Today is the start of the New Year for 2016. Many will make "New Years Resolutions", myself included. However, nothing "new" will be on my list. It will be more like "renew". I plan to reclaim all the things that excite me and put them back into my foreground instead of the background.
In addition to reclaiming things that excite me, I'm also ridding things that don't give enough return on my self-investment that produce too much aggravation that outweigh benefit of it of keeping it. One of those things is my "Corporate America" job with a "steady paycheck". After living with "feast or famine" finances as a self-employed person, it was nice to have a steady cash flow for awhile so I didn't have to live on a "money roller coaster" every month.
But the world has changed so much in the last few years, I don't even recognize it anymore. There's such pressure to be "homogenized" with no regards or respect for being authentic and unique. Opinions and people's perspectives are the "new norms" regardless if they are fact or truth based, without checking what the motives might be for expressing them or bashing someone, unjustly. Corporate America is one of the major places that forces you into an "unnatural conformity" that goes against anything individual.
I feel like I need to "hold the line" as there are so few who can sustain from being crushed by a culture that says they want "heros", and cheer for them in the movies, but really don't. Because with real life heros, they force people to evaluate themselves to change to help support the "hero's cause". But when they realize it's a lot of work, they'll try to force the hero into "conformity" since it's easier to convince someone else to a status quo, then change themselves. As one person quoted, "I'm fat, happy, and content". That clearly is the "mantra of the masses" these days.
This year, I'm reclaiming all that I had to sacrifice for steady money: individualism, creative thinking, doing things on my own timeline, self-respect, unrelenting boldness to speak without fear. Whether people realize it or not- we now live in a society of fear and it has nothing to do with terrorism. That fear is "other people's opinion".
My mother had always stressed to take "people's opinions with a grain of salt". In the sea of vast wastelands of feedback, they still hold true for me forty years later.
As a beginning artist in college, there was always a level of insecurity around those where more experienced in the medium. But thankfully, my mother's words were echoing as I got a taste of my first experience that made them ring "loud and clear". During one winter break, I was experimenting with free-form shapes and glazing in a ceramics class through the Student Union. I called these free-form candlesticks, "Clogs". I was thrilled with my results and couldn't wait to do another batch when normal classes resumed through the university again. I made them at home and when they were dried I brought them into to be fired. My enthusiasm was met with resistance from the lab assistant, who was also a student that taught for her master's degree and ran the lab. According to her, "they're not even worthy of wasting gas." Needless to say, she wouldn't fire them. So I brought them back to the Student Union that fired the original ones with no problem.

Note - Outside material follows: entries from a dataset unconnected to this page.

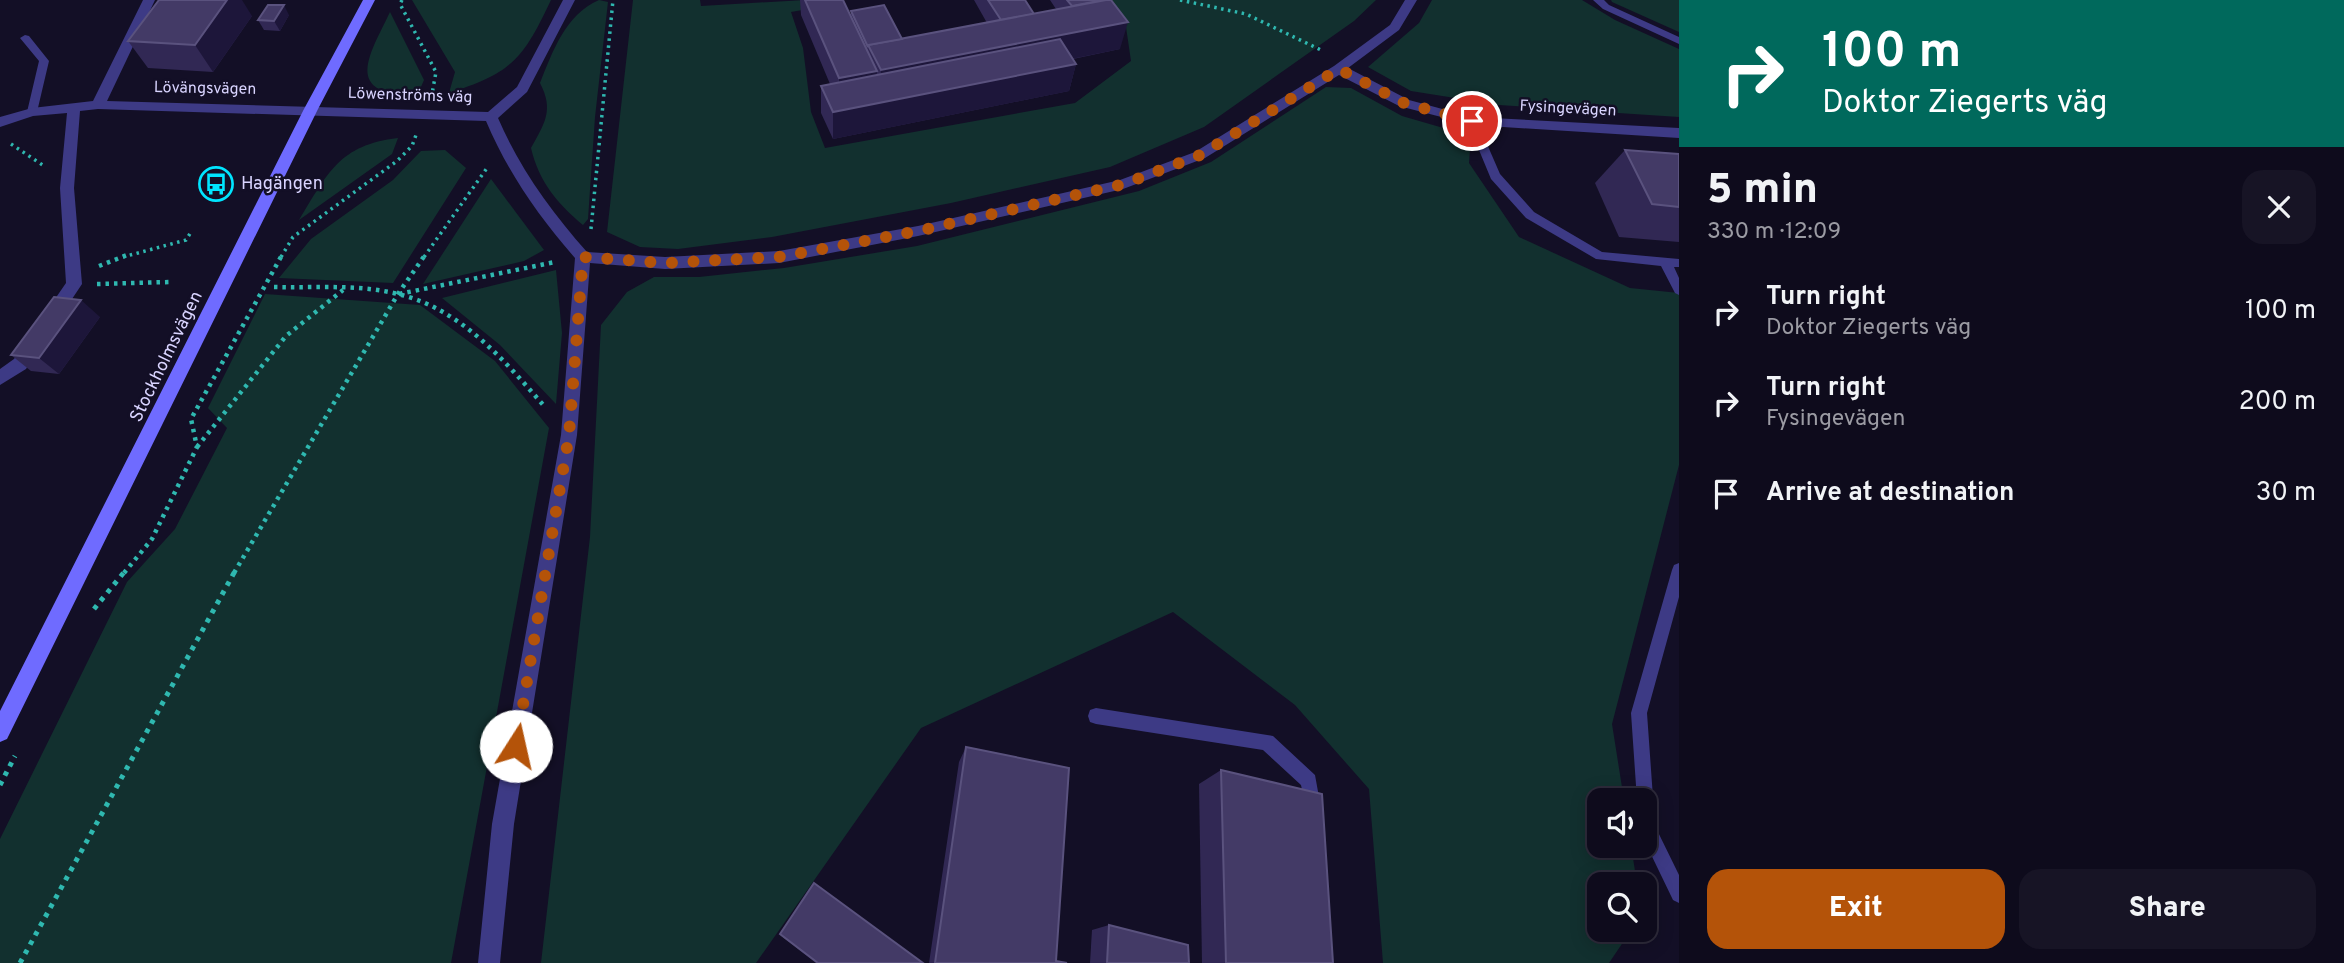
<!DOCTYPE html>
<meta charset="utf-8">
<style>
:root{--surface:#0e0b1c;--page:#171425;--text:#f1f3f6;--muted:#9b9ba3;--line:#2e2b3b;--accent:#b45309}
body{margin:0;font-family:Overpass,sans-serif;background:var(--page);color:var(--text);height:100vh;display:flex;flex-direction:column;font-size:26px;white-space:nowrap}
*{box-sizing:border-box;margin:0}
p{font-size:23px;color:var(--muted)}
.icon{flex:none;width:38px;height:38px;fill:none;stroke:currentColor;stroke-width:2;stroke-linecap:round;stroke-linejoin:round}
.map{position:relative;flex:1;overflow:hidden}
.sheet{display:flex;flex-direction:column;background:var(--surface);width:665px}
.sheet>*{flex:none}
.top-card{background:#00695c;color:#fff;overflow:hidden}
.controls{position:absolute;left:1587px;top:788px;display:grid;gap:14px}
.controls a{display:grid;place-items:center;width:70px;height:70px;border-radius:14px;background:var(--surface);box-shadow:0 4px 18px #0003,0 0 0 2px var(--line);font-size:35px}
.pin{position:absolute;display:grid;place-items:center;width:60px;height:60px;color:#fff;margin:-30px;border:4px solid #fff;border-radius:50%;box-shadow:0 2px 7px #0007}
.me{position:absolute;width:77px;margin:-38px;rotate:10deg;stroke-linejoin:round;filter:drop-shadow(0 0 5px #0008)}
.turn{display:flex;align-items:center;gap:24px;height:147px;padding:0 28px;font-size:32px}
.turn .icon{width:91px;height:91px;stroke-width:2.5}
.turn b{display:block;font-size:49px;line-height:60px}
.round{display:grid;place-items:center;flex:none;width:74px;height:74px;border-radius:21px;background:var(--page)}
.head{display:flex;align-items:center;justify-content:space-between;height:119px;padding:0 28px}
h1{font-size:42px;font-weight:800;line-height:52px}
.primary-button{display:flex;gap:14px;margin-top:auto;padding:14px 28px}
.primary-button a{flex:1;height:80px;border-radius:21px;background:var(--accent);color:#fff;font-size:28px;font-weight:800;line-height:80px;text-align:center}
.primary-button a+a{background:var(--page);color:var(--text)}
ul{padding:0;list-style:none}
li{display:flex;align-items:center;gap:21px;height:91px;padding:0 28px}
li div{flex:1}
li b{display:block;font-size:26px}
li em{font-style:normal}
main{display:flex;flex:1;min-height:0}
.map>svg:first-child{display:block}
.green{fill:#12302f}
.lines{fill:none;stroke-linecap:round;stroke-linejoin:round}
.path-far2{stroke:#2fb8b0;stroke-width:3.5;stroke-dasharray:2.5 4.5;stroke-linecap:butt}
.path-far1{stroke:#2fb8b0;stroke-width:4.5;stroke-dasharray:3.5 5;stroke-linecap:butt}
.path{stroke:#2fb8b0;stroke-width:5;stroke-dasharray:4.5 6;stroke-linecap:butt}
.lane{fill:#3d3a85;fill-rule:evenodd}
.street{fill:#3d3a85;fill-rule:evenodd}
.secondary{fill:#6f6bff;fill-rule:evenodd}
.wall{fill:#312854}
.shaded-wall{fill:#1d163a}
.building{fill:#433a66;stroke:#5a527e;stroke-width:2}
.route{stroke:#b45309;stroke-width:12;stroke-dasharray:0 21.6}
.labels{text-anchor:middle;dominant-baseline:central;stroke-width:5;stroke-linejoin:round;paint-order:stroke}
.far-street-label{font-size:16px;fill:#d9d4ff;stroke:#130f26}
.poi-label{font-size:18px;fill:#d9d4ff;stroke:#130f26;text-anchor:start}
.street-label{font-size:18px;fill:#d9d4ff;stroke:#130f26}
</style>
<main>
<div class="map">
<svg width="1679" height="963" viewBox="0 0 1679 963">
<rect width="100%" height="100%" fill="#130f26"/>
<g class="green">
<path d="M412 0H551C523 59 513 72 449 93L455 72Z"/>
<path d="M599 0 608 2 595 117 588 219 583 225C557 203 539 182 531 148 545 123 554 110 540 83 553 51 565 15 599 0Z"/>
<path d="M633 0H700L701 6 805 0 814 8 791 12 803 48 811 112 825 148 1075 103 1131 61 1126 27 1105 0H1376L1354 21 1204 127 1110 167 951 203 772 237 678 249 640 247 607 232Z"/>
<path d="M1432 0H1582L1615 20 1679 49V117L1499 105 1411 91 1368 67 1419 23Z"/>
<path d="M1611 0H1679V32L1612 2Z"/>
<path d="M390 12 424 80 417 96C342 95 369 56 390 12Z"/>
<path d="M1326 87 1351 88 1402 116 1471 136 1469 163 1519 237 1630 288 1679 293V465L1612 724 1624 800H1600V845H1631L1637 884H1600V929H1632L1609 963H1383L1369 789 1295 705 1173 612 921 728 756 963H541L590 537 601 325 627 292 654 277H699L784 268 917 246 1139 191 1211 162Z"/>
<path d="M398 138 392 154 299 220C328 173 339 145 398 138Z"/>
<path d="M445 150 466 168 393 283 279 278 311 239 393 180 421 151Z"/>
<path d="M491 179 544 250 524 261 423 284Z"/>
<path d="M556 270 562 333 556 404 500 345 442 298Z"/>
<path d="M265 294 420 305 495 361 549 428 451 963H0V839L127 582 175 529 227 428 208 408Z"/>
</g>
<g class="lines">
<g class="path-far2">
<path d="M402 0 400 4 436 72 432 94"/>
<path d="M1180 0 1246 14 1323 51"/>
<path d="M11 144 44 166"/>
<path d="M591 229 613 0"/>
<path d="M123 257 186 240 191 232"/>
<path d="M281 257 293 237 397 161 412 146 416 135"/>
<path d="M424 257 487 168"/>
</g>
<g class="path-far1">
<path d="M99 266 127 255"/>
<path d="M97 284 170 282"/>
<path d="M274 287C315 288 358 284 398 294 461 309 504 360 545 407"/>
<path d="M399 294 555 262"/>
<path d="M197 447 286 336 343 290"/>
<path d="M124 573 152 539 197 447 191 419 282 255"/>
<path d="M234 573 398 294 425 255"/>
</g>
<g class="path">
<path d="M94 609 125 571"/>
<path d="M0 785 15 756"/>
<path d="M20 963 235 571"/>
</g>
<g class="lane">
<path d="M1593 0H1604L1609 5 1679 37V44L1603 9Z"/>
<path d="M25 35 29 36 49 61 37 112 32 116 27 112 39 61 20 38Z"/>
<path d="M1472 117 1477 121 1500 174 1534 212 1602 252 1679 259V267H1674L1679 278V295L1675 293 1661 266 1596 259 1526 218 1491 179 1467 121Z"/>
<path d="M1679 563V597L1647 713 1655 826 1679 875V903L1673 900 1645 842V800H1637L1631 713 1672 570 1674 565Z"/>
<path d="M1096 708 1273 736 1315 775 1321 808 1319 814 1313 816 1307 814 1301 785 1263 750 1096 724 1090 722 1088 716 1090 710Z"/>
</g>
<g class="street">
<path d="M143 0H155L107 101 488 112 517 87 563 0H575L527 92 498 118C520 169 551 211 587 252L665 257 779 251 918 226 1120 180 1195 152 1334 66 1390 25 1405 0H1417L1399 30 1348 68 1409 100 1472 117 1679 128V138L1472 125 1399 106 1339 75 1205 158 1123 189 918 236 779 263 665 269 590 263 577 435 514 824 500 963H478L492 824 561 435 575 258C539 217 508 173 486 121L98 109 80 111 74 188 82 284 58 320H46L44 316 46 312 66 283 60 188 67 113 33 116 0 127V117L32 108 93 101Z"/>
<path d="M34 336 42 342 26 369 0 385V369L14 359 28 338Z"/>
</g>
<path class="secondary" d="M363 0H375L318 109 7 739 0 742V711L304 109Z"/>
</g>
<g class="wall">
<path d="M800 0H843L851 16V11L902 39 987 23 974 0H1025L1034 14 1056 9 1050 0H1111L1120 49 1073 59 1076 64 1069 91 833 139 821 113V86L830 84 801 15Z"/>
<path d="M289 15 280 31 264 30 258 20Z"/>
<path d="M252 16 213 72 148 68 128 41Z"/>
<path d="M1625 150 1679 154V242L1619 237 1595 183Z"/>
<path d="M100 317 59 374 31 371 11 355Z"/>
<path d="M966 747 1056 961 1067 963H929L959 762Z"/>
<path d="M1221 770 1333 963H1202L1199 784Z"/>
<path d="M1109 925 1189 963H1090L1092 930Z"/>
<path d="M780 934 923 963H816L784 938Z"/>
</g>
<g class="shaded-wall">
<path d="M227 0H242L252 16 213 72 195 45Z"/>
<path d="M284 5 289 15 280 31 274 21Z"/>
<path d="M1128 22 1120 49 879 98 881 70Z"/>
<path d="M1076 64 1069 91 833 139V112Z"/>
<path d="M877 71 875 98 839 105V78Z"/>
<path d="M81 300 100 317 59 374 39 358Z"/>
</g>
<g class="building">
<path d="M159 0H227L195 45 128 41Z"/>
<path d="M805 0H843L877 71 839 78Z"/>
<path d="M988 0H1025L1034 14 1001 20Z"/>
<path d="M1067 0H1104L1072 6Z"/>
<path d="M1106 0H1111L1128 22 881 70 868 45Z"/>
<path d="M268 5H284L274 21 258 20Z"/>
<path d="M884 5 902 39 868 45V47L851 11Z"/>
<path d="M1060 39 1076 64 833 112 821 86Z"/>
<path d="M1625 150 1679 154V207L1652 204Z"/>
<path d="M54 297 81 300 39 358 11 355Z"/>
<path d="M966 747 1069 768 1056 961 1067 963H935Z"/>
<path d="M1221 770 1322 794 1333 963H1226Z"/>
<path d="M814 883 923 963H818L780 934Z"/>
<path d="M1109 925 1188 945 1189 963H1107Z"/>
</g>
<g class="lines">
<path class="route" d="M516 746 569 435 583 257 665 263 779 257 918 231 1124 184 1200 155 1339 69 1404 103 1472 121"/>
</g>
<defs>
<g id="bus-ring" transform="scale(1.75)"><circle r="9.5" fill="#130f26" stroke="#00e5ff" stroke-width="1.5"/><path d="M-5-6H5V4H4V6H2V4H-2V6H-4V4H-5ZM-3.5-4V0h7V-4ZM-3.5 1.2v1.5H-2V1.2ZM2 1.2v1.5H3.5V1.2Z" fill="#00e5ff"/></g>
</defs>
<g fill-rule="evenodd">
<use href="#bus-ring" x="216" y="184"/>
</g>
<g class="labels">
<g class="far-street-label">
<text transform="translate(205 89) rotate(1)">Lövängsvägen</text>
<text transform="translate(410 96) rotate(2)">Löwenströms väg</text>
<text transform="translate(1568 109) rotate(3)">Fysingevägen</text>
</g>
<g class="poi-label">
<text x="241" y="184">Hagängen</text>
</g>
<g class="street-label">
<text transform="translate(167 357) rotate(-64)">Stockholmsvägen</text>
</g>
</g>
</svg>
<div class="controls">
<a><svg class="icon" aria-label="sound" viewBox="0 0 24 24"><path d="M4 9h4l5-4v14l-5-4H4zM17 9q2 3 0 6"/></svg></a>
<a><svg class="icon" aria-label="search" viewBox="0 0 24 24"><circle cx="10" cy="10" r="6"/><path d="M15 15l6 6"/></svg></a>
</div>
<div class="pin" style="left:1472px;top:121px;background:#d93025"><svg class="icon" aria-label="arrive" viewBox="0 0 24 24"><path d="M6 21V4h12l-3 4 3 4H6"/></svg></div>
<svg class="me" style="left:516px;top:746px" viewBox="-20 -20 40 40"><circle r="19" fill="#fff"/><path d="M0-13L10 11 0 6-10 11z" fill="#b45309"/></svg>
</div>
<section class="sheet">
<div class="top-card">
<div class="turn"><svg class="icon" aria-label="right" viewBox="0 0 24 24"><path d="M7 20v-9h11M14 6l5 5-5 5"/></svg><div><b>100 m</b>Doktor Ziegerts väg</div></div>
</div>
<div class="head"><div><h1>5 min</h1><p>330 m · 12:09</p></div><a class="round"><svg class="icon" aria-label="close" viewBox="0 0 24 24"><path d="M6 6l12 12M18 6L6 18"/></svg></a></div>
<ul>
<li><svg class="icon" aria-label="right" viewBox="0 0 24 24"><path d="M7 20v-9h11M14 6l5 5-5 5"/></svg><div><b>Turn right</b><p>Doktor Ziegerts väg</p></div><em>100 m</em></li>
<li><svg class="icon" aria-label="right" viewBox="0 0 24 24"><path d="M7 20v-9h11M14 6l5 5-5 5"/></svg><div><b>Turn right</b><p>Fysingevägen</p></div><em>200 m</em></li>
<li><svg class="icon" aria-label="arrive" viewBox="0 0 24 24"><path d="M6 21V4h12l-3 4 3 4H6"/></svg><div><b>Arrive at destination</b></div><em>30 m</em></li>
</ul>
<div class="primary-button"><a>Exit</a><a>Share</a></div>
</section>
</main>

Her opinion was considered "gospel" to most in the ceramics class. But not me. Her nasty comments hinted an "undercurrent" that I couldn't prove. Had I listened to her and BELIEVED her feedback which everyone else did- I would have missed the opportunity to make lots of money. These "Clogs" were a hot seller not only at the university sales at the Student Union, home sales, but also in upscale retail boutiques that had my work on consignment.
One day in the ceramics class, one of the other students approached me to inquire about my Clogs she saw drying on a rack in one of the interior rooms. It was a surprise to me since I hadn't been allowed to fire them in the class kilns. Even though I told her my story and why they couldn't be mine, she insisted on showing them to me. When I pulled back the drying plastic to look at them, it revealed the name of the maker of my "imitation clogs". It was the lab assistant's! She had produced similar ones even though she bashed mine.
My "Clog Candlestick Holders" are a great reminder to have faith in yourself, even though the world tells you something different.
I hope my story has inspired you to take more risks in your creative journey...and listen to people less.